During the school year, teachers are evaluated by certified evaluators on at least three occasions. Certified evaluators include mentor teachers, master teachers, and school administrators, each of which is local to the teacher’s campus. All evaluators are precertified under the TAP protocols based on their rating consistency as compared with national scoring standards. TAP evaluators receive training in application and interpretation of the scoring rubrics with certification based on one’s ability to score videotaped anchor lessons “within one point on each indicator and within no more than two points from the national rating on three indicators” (Daly & Kim, 2010, p. 12). TAP certification lasts 1 year, after which an observer must demonstrate interrater consistency per TAP’s certification standards to be recertified.
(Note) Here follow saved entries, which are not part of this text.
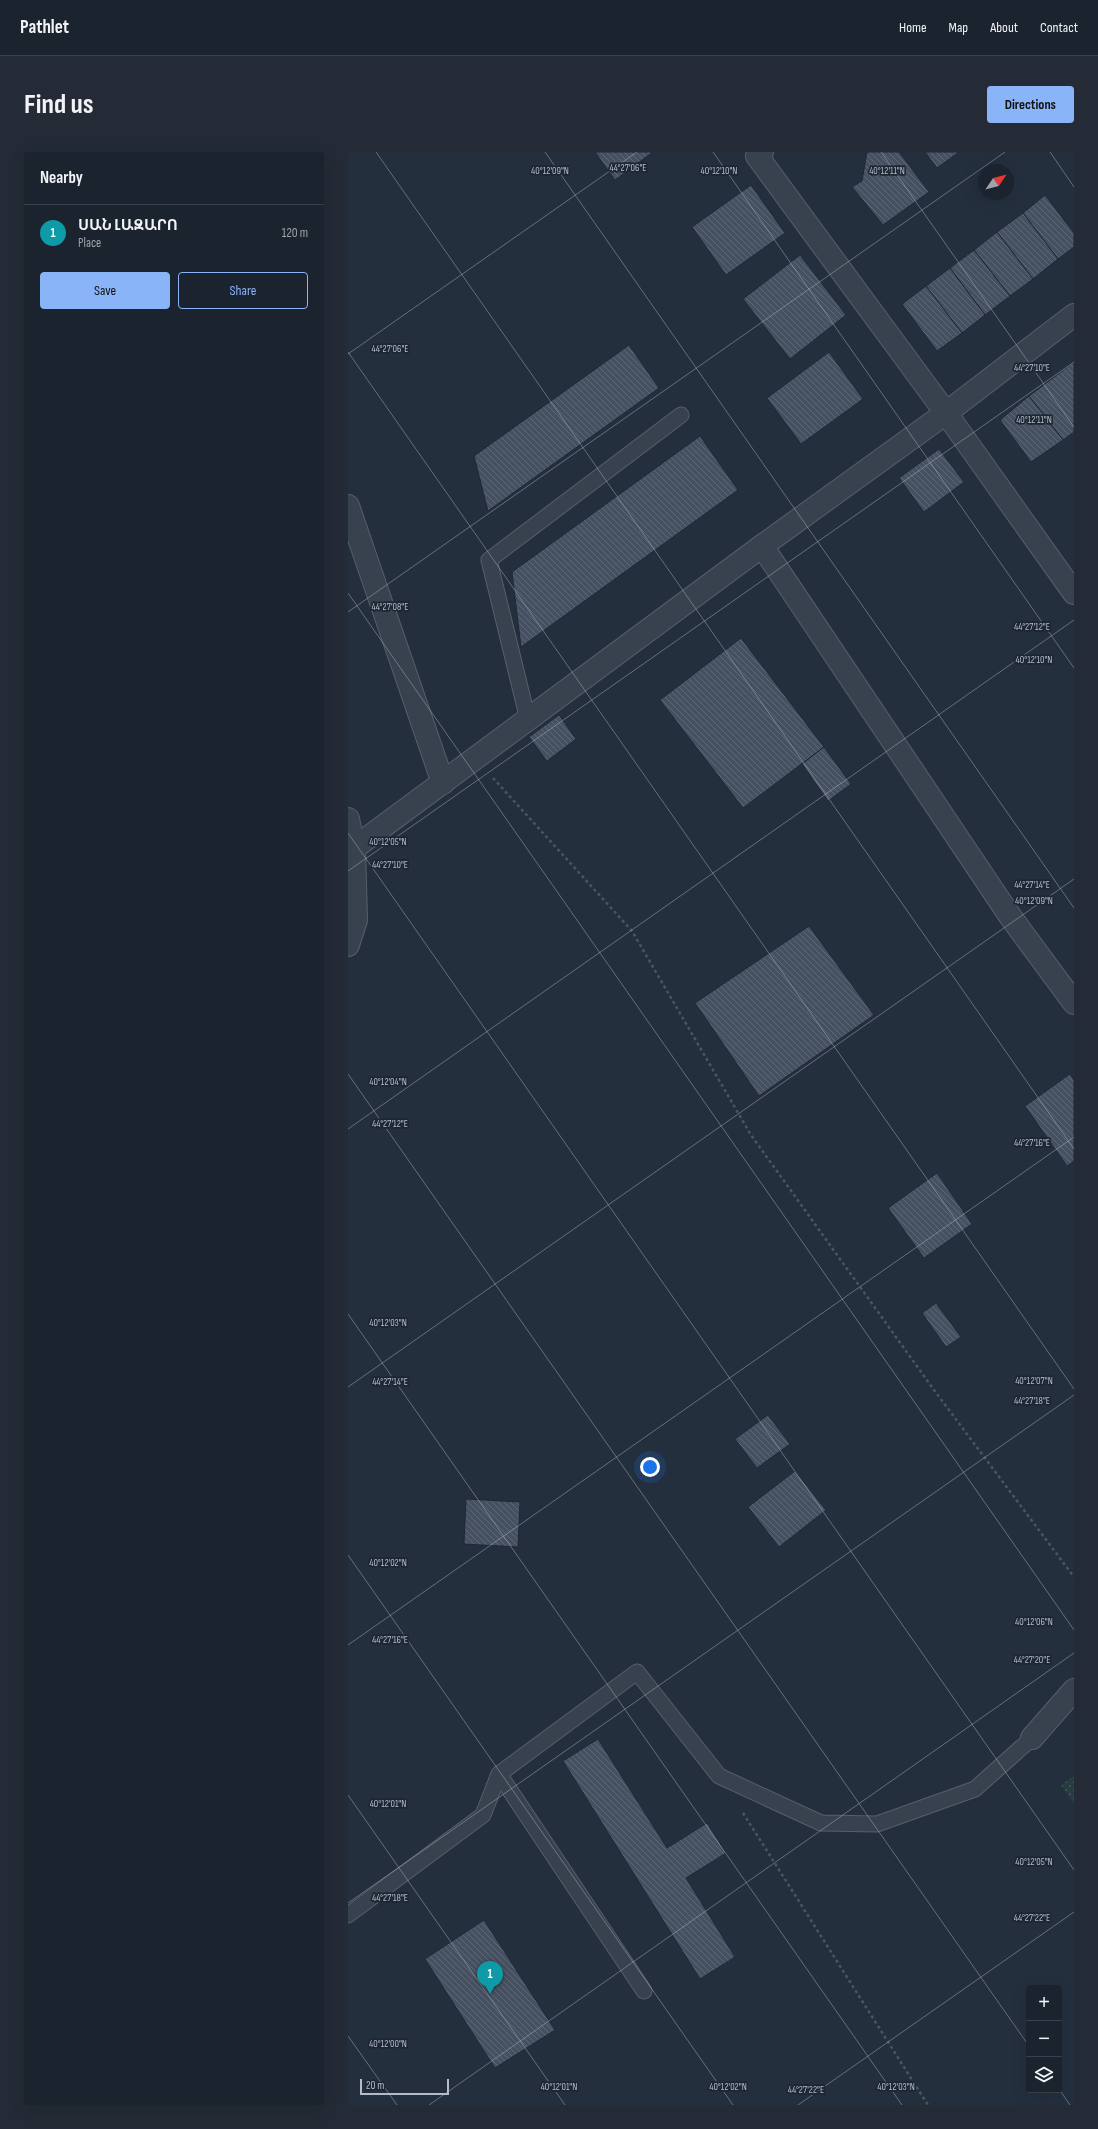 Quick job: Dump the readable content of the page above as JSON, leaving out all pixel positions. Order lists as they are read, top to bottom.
{
  "scale_bar": "20 m",
  "north": "top right",
  "page": {
    "header": "Pathlet",
    "nav": [
      "Home",
      "Map",
      "About",
      "Contact"
    ],
    "buttons": [
      "Directions",
      ["Save", "Share"]
    ],
    "title": "Find us",
    "heading": "Nearby",
    "list": [
      {
        "mark": "1",
        "name": "ՍԱՆ ԼԱԶԱՐՈ",
        "note": "Place",
        "value": "120 m"
      }
    ],
    "pins": "1",
    "map_buttons": ["+", "−"],
    "scale": "20 m"
  },
  "coordinates": [
    "44°27'06\"E",
    "40°12'09\"N",
    "40°12'10\"N",
    "40°12'11\"N",
    "44°27'10\"E",
    "44°27'08\"E",
    "44°27'12\"E",
    "40°12'05\"N",
    "44°27'14\"E",
    "40°12'04\"N",
    "44°27'16\"E",
    "40°12'03\"N",
    "40°12'07\"N",
    "44°27'18\"E",
    "40°12'02\"N",
    "40°12'06\"N",
    "44°27'20\"E",
    "40°12'01\"N",
    "44°27'22\"E",
    "40°12'00\"N"
  ]
}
The three classroom observations are independent and occur at different times throughout the school year by different evaluators; hence, multiple rater scores for any single classroom observation are not available (see also McCaffrey, Yuan, Savitsky, Lockwood, & Edelen, 2015). Following each observation/evaluation, a postconference session is convened between the teacher and the observer to review each teacher’s evaluation scores and to identify and discuss instructional strengths and weaknesses. The intent is for teachers to use this information to focus on and improve specific attributes of their professional practice. This process also aligns with the TAP System’s intent to provide formative and informative feedback to increase instructional capacity.
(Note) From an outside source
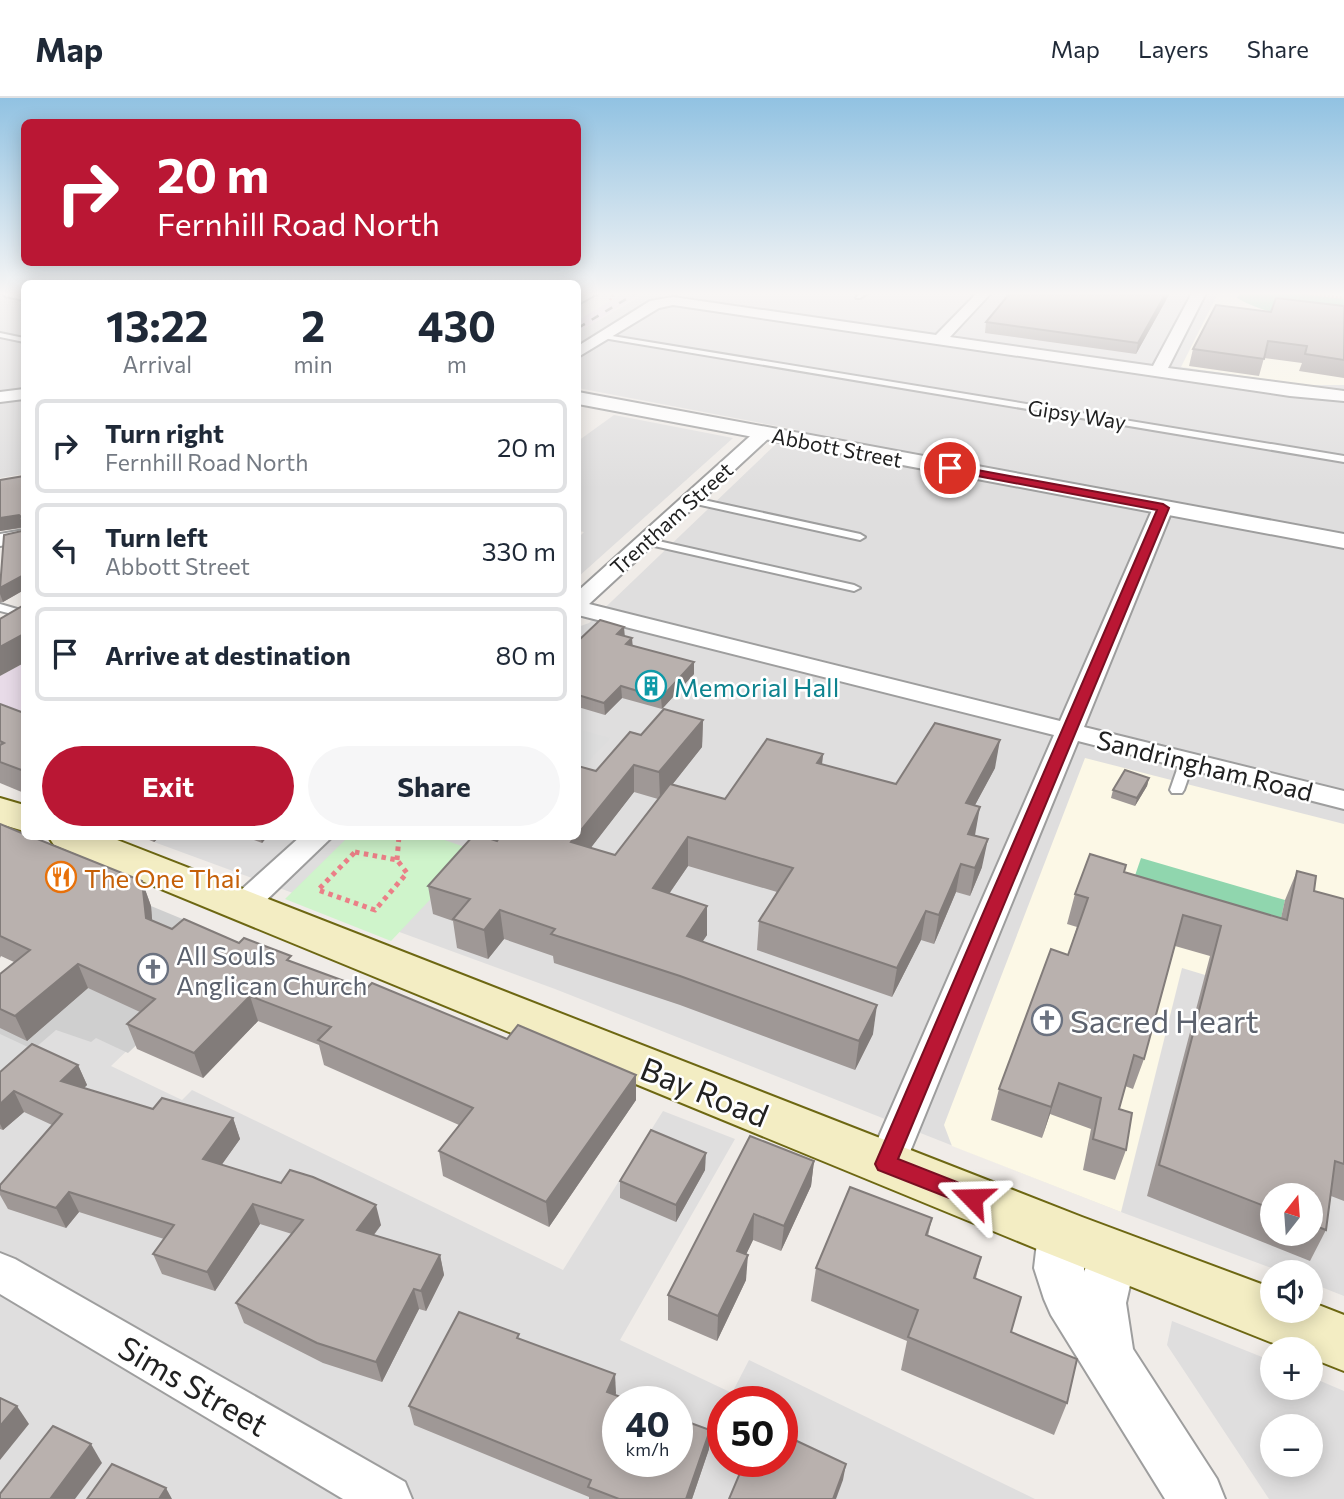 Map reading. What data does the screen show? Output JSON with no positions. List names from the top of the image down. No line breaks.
{"streets":{"main road":["Bay Road"],"street":["Abbott Street","Trentham Street","Sandringham Road","Sims Street"],"lane":["Gipsy Way"]},"crossings":[["Abbott Street","Trentham Street"]],"places":{"building":["Memorial Hall"],"restaurant":["The One Thai"],"church":["All Souls Anglican Church","Sacred Heart"]},"north":"top","page":{"header":"Map","nav":["Map","Layers","Share"],"turn":["20 m","Fernhill Road North"],"eta":["13:22","Arrival","2","min","430","m"],"list":[{"name":"Turn right","note":"Fernhill Road North","value":"20 m"},{"name":"Turn left","note":"Abbott Street","value":"330 m"},{"name":"Arrive at destination","value":"80 m"}],"buttons":["Exit","Share"],"map_buttons":["+","−"],"speed":"40 km/h","limit":"50"}}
Under the TAP System, some observations are unannounced, while others are scheduled to provide teachers with opportunities to demonstrate proficiency on the assessed performance indicators. During an observation session, rating scores are assigned to each of the 19 TAP performance indicators (see Table 1). For each performance indicator, observers rate teachers on a scale of 1 to 5 (ordinal), with 1 representing unsatisfactory performance, 3 proficiency, and 5 exemplary. In their TAP qualification training, observers are instructed to use ratings of 5 only for teachers who demonstrate “true excellence above and beyond what is expected of a proficient teacher on a certain standard” (Daly & Kim, 2010, p. 11).

At the close of the school year, a teacher’s final (i.e., summative) observation score is constructed as a weighted composite of ratings from a mentor teacher, master teacher, and school administrator (see NIET, n.d.-d). Finally, the weighted average observation scores are combined with student academic (i.e., value added or growth) performance measures to derive an overall performance rating for each teacher.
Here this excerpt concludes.